Can a Mathematical Model Help Predict Anal Cancer Risk?

First author Edward Cachay, MD, professor of medicine at UC San Diego School of Medicine and an infectious disease specialist at UC San Diego Health’s Owen Clinic Diego for people living with HIV.

“Our goal is to develop a model-driven imaging imaging that will assist patients and their physicians in making anal cancer screening decisions based on projected risk profiles. guess.”


A nominal histogram is a mathematical model that calculates the relationships between variables. They are often used in cancer prognosis to predict the probability of an event, such as a positive biopsy, risk of recurrence, or survival rate.

In the new study, Cachay and colleagues studied data from 8,139 HIV-infected people treated at the Owen Clinic between 2007 and 2020. Of that total, less than half underwent at least one test. anal cytology: 65% had abnormal anal cytology results, 12.2% had HSIL. The probability of having adjusted HSIL varies from 5 to 18 percent, depending on patient characteristics and behavioral presentation.

Anal cancer in HIV patients

The highest risk observed was associated with men who have sex with men (14%) and those with CD4 cell counts below 200. (CD4 cells, also known as T cells, are white blood cells that fight infection and play an important role in the immune system.)

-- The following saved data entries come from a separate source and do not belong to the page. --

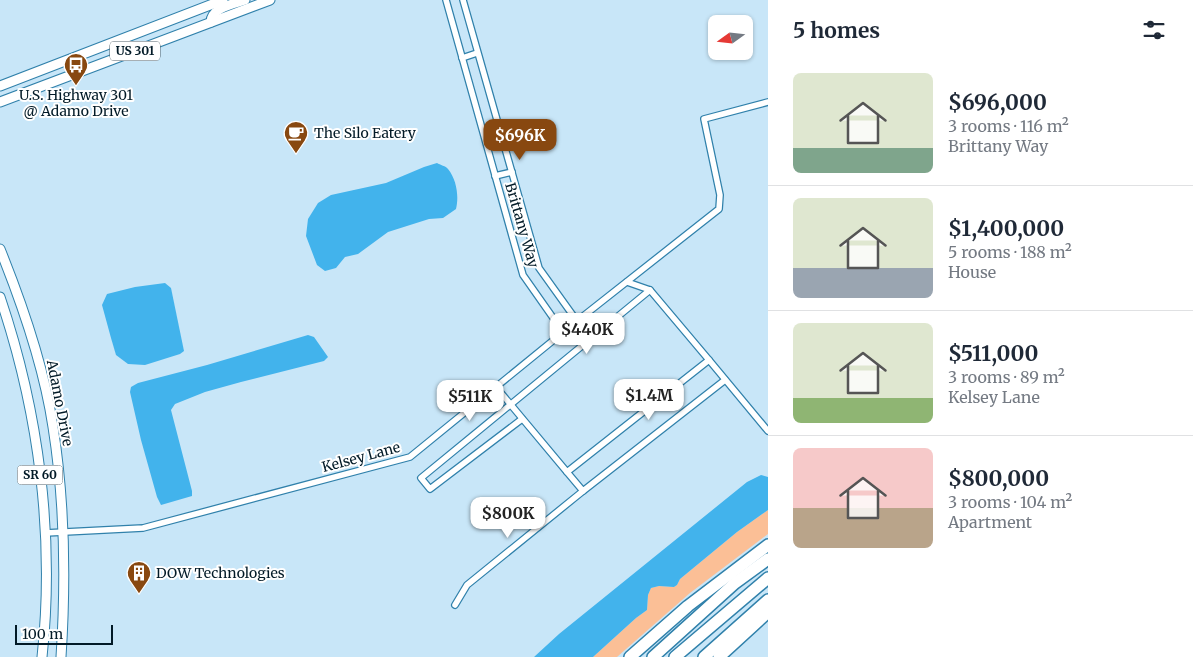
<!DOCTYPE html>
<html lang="en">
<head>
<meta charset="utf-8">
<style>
  body { margin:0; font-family:Merriweather,serif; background:#f2f2f3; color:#1f2937; height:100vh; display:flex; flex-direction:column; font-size:19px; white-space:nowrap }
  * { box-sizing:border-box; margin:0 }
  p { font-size:16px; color:#747a83 }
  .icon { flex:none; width:28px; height:28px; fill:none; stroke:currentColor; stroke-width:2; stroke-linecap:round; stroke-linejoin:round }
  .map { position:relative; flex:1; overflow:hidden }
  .drawer { display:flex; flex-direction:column; background:#fff; width:425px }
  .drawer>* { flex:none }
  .needle { width:32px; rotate:255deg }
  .controls { position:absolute; left:708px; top:15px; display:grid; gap:10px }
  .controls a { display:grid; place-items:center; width:45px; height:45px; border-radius:8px; background:#fff; box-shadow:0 1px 4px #0004; font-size:25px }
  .scale { position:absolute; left:15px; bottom:12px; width:98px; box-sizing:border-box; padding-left:5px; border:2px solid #021a27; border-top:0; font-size:14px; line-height:18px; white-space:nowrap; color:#021a27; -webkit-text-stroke:4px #fff; paint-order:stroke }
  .price { position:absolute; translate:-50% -42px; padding:0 11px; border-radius:10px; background:#fff; color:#222; font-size:16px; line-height:32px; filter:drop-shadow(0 1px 2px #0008) }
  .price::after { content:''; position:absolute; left:50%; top:30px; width:15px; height:11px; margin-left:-8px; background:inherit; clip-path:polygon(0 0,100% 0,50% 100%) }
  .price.active { background:#884810; color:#fff }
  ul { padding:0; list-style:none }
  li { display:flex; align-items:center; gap:15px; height:125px; padding:0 25px }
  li+li { border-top:1px solid #e0e1e3 }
  li span { display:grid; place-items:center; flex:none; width:140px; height:100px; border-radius:8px; color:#555 }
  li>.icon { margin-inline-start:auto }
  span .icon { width:60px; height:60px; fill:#fffc; stroke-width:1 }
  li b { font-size:21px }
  h2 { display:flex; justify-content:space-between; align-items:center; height:60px; padding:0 25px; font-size:21px }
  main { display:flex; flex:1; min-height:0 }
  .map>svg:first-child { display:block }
</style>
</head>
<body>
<main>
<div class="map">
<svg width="768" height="657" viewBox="0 0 768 657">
  <rect width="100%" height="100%" fill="#c8e6f8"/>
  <!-- green -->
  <path fill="#fbbf96" d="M768,510V534L690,593L617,657H593L636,618L647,610L648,595L651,588L659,586L674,587L677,585L680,579L737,532Z"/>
  <!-- water -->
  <g fill="#42b3ec">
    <path d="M437,163C440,165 446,166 448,169C457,180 459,197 456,209L443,218L429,219L388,232L358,254L345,257L336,268L325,271L317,265L306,236L308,219L318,203L331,195L386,183L424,167Z"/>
    <path d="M165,283L171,288L184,351L180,354L145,365L128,364L116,355L111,338L102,305L107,294L135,287Z"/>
    <path d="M308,335L314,337L328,357L324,361L241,382L205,392L175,404L171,410L192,491V496L161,505L157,497L141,440L130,392L131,387L138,383L207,365Z"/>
    <path d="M761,475L768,477V510L737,532L680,579L677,585L674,587L659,586L651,588L648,595L647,610L636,618L593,657H534L559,634L747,482Z"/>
  </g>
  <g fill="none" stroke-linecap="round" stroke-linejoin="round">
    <!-- minor casing -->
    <g stroke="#3081ab" stroke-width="8">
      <g id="minor">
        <path d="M446,0L523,275L563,332"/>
        <path d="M463,0L539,268L577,321"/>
        <path d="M462,58L477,53"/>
        <path d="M495,176L512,172"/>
        <path d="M709,360L768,431"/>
        <path d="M496,387L567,472L709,360L650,290L627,282"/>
        <path d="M522,419L430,489L421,478L650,290"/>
        <path d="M567,472L583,491L725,380"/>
        <path d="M45,533L143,528L410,457L577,321L719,209L720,195L704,119L768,102"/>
        <path d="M455,605L467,585L583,491"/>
      </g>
    </g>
    <!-- primary casing -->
    <g stroke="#3081ab" stroke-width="11">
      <g id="primary">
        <path d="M211,22C211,8 233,4 245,0"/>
        <path d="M0,86L223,0"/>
        <path d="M0,102L270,0"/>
        <path d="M0,249C23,306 44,366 53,427C65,503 66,580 61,657"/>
        <path d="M0,297C39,412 55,537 42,657"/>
      </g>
    </g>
    <!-- motorway casing -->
    <g stroke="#3081ab" stroke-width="14">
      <g id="motorway">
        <path d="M630,657L688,606L768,545"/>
        <path d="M653,657L735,583L768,559"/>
        <path d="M675,657L768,578"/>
        <path d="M704,657L768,600"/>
        <path d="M719,657L768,612"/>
      </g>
    </g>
    <!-- minor -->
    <use href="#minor" stroke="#fff" stroke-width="5.5"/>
    <!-- primary -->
    <use href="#primary" stroke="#fff" stroke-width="9"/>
    <!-- motorway -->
    <use href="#motorway" stroke="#fff" stroke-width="11"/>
  </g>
  <!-- icons -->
  <defs>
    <g id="bus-pin" transform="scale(1.25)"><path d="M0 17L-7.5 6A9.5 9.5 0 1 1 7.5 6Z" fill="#884810" stroke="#fff"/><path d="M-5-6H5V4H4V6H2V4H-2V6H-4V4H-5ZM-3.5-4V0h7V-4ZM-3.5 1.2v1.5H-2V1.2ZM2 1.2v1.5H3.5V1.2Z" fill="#fff"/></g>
    <g id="cafe-pin" transform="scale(1.25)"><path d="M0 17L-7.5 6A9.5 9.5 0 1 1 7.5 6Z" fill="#884810" stroke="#fff"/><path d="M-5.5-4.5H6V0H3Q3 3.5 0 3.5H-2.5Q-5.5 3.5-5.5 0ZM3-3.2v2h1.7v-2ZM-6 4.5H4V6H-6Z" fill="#fff"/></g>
    <g id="building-pin" transform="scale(1.25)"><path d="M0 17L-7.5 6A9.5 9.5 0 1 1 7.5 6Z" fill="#884810" stroke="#fff"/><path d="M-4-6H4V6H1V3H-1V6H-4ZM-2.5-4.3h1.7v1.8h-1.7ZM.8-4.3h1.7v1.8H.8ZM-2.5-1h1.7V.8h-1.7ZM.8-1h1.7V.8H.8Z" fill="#fff"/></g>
  </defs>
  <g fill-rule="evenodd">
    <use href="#bus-pin" x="76" y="65"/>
    <use href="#cafe-pin" x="296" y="133"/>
    <use href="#building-pin" x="139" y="573"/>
  </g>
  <g text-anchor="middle" stroke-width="4" stroke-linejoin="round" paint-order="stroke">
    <!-- shield labels -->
    <g fill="#fff" stroke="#4e5f68" stroke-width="1">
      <rect x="110" y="41.5" width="50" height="19" rx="4"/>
      <rect x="17.5" y="465.5" width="45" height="19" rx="4"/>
    </g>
    <g font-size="12" font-weight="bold" fill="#021a27">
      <text x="135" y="55">US 301</text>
      <text x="40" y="479">SR 60</text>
    </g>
    <!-- poi labels -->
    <g font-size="14" fill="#021a27" stroke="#fff" text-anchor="start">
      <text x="76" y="100" text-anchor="middle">U.S. Highway 301<tspan x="76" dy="16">@ Adamo Drive</tspan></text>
      <text x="314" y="138">The Silo Eatery</text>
      <text x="156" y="578">DOW Technologies</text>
    </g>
    <!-- street labels -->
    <g font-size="14" fill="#021a27" stroke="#fff">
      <text transform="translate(522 225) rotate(74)" y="5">Brittany Way</text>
      <text transform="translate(60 403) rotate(79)" y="5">Adamo Drive</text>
      <text transform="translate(361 457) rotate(-15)" y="5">Kelsey Lane</text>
    </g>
  </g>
</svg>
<div class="controls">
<a><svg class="needle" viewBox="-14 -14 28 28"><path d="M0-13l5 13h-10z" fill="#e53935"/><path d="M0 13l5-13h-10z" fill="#747a83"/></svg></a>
</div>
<div class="scale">100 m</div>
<b class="price active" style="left:520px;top:161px">$696K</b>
<b class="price" style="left:587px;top:355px">$440K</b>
<b class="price" style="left:649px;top:421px">$1.4M</b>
<b class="price" style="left:470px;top:422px">$511K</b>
<b class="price" style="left:508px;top:539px">$800K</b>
</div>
<section class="drawer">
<h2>5 homes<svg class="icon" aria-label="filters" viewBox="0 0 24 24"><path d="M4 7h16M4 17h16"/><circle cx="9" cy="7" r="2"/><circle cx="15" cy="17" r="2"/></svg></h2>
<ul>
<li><span style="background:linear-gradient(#dfe7d0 75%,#7fa58c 0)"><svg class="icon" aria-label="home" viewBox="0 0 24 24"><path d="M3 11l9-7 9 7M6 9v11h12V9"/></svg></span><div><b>$696,000</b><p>3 rooms · 116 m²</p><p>Brittany Way</p></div></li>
<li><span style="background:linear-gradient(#dfe7d0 70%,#9aa5b1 0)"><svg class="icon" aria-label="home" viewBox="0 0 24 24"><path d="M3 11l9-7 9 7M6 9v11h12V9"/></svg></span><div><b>$1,400,000</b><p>5 rooms · 188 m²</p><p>House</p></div></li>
<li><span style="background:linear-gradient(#dfe7d0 75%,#8fb573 0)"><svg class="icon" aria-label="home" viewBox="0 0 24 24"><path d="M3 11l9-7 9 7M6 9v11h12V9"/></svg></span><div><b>$511,000</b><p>3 rooms · 89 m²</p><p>Kelsey Lane</p></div></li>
<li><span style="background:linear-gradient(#f6c9c9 60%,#b9a48a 0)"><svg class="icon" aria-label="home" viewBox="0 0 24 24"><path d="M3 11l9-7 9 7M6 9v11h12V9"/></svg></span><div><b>$800,000</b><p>3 rooms · 104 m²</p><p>Apartment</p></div></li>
</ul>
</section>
</main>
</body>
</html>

However, the authors note that no single patient characteristic was associated with an predicted HSIL risk of less than 8%, highlighting an increased risk of anal cancer in people living with HIV.

Anal cytology is a simple, inexpensive, and uncomplicated component of screening for precursors of anal cancer. When combined with a digital rectal exam, both pre-existing lesions and established cancers can be identified early in people at high risk, says Cachay.

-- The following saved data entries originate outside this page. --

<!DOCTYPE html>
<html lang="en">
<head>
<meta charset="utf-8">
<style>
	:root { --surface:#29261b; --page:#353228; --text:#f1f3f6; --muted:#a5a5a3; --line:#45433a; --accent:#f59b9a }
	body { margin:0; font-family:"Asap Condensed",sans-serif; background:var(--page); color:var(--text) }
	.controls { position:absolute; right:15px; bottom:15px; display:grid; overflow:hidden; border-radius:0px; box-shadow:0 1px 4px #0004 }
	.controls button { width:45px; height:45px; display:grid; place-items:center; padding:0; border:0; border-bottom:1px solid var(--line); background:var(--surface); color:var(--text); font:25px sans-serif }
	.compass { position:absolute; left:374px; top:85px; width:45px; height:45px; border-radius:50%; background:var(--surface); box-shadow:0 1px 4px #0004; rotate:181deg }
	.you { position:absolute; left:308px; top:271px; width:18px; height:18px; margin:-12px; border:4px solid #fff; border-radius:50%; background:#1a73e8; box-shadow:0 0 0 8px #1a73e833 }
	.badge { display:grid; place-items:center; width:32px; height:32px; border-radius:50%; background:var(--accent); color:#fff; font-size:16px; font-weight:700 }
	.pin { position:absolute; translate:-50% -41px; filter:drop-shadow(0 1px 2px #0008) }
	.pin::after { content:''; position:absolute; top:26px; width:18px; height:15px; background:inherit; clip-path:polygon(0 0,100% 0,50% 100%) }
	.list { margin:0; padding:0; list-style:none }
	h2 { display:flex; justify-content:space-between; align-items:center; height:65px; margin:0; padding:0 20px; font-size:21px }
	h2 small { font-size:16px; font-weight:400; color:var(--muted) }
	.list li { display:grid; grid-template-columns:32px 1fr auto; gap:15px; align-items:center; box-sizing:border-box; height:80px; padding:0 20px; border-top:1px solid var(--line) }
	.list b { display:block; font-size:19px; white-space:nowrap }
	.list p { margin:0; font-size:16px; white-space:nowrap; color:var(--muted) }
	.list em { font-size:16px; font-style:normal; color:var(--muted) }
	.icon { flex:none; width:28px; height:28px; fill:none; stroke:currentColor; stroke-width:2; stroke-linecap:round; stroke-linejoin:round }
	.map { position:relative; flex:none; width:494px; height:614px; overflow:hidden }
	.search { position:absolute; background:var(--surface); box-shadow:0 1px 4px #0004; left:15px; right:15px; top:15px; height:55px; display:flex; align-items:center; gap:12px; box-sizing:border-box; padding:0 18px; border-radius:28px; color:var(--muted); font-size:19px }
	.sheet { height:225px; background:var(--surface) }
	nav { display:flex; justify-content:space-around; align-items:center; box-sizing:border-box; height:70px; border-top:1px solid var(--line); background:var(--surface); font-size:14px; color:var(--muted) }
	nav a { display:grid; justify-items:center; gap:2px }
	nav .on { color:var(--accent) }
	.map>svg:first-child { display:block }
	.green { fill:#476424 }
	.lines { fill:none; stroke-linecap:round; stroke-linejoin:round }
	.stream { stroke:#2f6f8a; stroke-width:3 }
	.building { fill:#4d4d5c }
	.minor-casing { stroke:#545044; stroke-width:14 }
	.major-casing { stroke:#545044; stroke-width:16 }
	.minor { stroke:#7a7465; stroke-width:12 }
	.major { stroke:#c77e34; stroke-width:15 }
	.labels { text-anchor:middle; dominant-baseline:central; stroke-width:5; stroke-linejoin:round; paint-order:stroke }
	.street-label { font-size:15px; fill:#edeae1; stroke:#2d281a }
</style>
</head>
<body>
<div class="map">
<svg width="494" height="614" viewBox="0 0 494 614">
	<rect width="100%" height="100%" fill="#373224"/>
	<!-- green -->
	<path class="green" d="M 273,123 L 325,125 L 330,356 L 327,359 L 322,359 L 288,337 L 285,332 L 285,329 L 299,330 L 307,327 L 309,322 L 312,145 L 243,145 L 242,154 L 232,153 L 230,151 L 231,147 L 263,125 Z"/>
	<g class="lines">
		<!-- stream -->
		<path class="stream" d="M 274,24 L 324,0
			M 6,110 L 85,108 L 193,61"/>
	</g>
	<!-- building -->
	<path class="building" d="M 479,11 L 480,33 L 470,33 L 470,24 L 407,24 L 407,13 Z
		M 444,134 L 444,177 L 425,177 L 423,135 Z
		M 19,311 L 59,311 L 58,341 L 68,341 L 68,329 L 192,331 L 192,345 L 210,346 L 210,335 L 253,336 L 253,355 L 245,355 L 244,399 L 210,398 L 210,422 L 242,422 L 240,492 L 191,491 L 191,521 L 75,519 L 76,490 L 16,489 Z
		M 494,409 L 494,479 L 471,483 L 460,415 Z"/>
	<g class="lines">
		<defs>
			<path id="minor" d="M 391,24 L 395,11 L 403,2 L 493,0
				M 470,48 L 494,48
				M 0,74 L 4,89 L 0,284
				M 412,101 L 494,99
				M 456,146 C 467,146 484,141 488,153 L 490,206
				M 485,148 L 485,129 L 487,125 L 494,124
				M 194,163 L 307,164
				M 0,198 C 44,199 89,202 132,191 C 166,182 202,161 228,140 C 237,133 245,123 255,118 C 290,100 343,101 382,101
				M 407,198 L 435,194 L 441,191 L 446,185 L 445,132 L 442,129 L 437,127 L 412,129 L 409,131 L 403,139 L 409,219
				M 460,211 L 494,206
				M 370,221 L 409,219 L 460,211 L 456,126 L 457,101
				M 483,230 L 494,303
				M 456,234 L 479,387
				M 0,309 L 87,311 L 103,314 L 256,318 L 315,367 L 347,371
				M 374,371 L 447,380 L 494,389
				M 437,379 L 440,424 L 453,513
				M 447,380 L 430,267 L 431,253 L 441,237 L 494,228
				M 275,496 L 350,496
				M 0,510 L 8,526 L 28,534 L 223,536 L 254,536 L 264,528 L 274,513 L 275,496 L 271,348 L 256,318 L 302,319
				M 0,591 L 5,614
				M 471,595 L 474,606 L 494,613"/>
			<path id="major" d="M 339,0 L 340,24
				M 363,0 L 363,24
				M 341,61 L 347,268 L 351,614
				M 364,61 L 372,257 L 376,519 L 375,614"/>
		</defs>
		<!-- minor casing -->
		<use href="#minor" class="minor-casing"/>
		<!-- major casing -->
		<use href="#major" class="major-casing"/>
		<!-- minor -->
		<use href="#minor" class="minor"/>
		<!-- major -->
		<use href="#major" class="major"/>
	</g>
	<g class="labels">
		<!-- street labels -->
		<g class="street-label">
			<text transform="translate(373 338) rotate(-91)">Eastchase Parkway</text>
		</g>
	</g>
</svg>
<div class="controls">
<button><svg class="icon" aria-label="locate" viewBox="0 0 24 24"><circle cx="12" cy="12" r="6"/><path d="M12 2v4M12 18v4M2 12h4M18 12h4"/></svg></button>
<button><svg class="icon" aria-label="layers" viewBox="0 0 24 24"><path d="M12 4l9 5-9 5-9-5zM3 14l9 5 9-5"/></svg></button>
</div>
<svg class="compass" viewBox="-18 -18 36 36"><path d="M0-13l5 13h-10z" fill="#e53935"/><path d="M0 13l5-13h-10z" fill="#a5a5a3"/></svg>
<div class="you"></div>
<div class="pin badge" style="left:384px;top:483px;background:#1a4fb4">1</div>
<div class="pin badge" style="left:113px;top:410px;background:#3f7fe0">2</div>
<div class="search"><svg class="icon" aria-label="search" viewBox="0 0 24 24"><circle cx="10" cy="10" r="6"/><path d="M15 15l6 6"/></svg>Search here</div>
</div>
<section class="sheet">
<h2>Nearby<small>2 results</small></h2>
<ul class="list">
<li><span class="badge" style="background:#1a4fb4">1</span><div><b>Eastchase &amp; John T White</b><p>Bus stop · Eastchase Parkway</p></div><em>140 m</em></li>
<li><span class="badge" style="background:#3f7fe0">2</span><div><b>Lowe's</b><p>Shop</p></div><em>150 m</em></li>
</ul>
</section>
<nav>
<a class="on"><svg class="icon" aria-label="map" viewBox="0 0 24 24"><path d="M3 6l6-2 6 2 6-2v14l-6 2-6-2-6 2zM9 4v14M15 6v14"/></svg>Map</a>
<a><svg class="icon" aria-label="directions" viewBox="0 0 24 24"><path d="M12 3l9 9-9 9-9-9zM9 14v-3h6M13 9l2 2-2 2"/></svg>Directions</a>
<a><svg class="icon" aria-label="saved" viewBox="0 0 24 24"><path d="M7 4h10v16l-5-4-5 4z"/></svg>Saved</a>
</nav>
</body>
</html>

“We have solid evidence from a large randomized controlled trial that rectal treatment of HSIL significantly reduces the risk of progression to invasive cancer. – discussion between HIV-infected patients and physicians on whether or not to screen.

“Our nomogram informs one component of the screening discussion: the risk of having an immediate precursor of invasive cancer, HSIL. It estimates quantitative risk based on established patient characteristics. Our paper also highlights the limits of uncertainty associated with risk and discusses other important issues to be included in the general discussion of decision-making involved. to the screening.”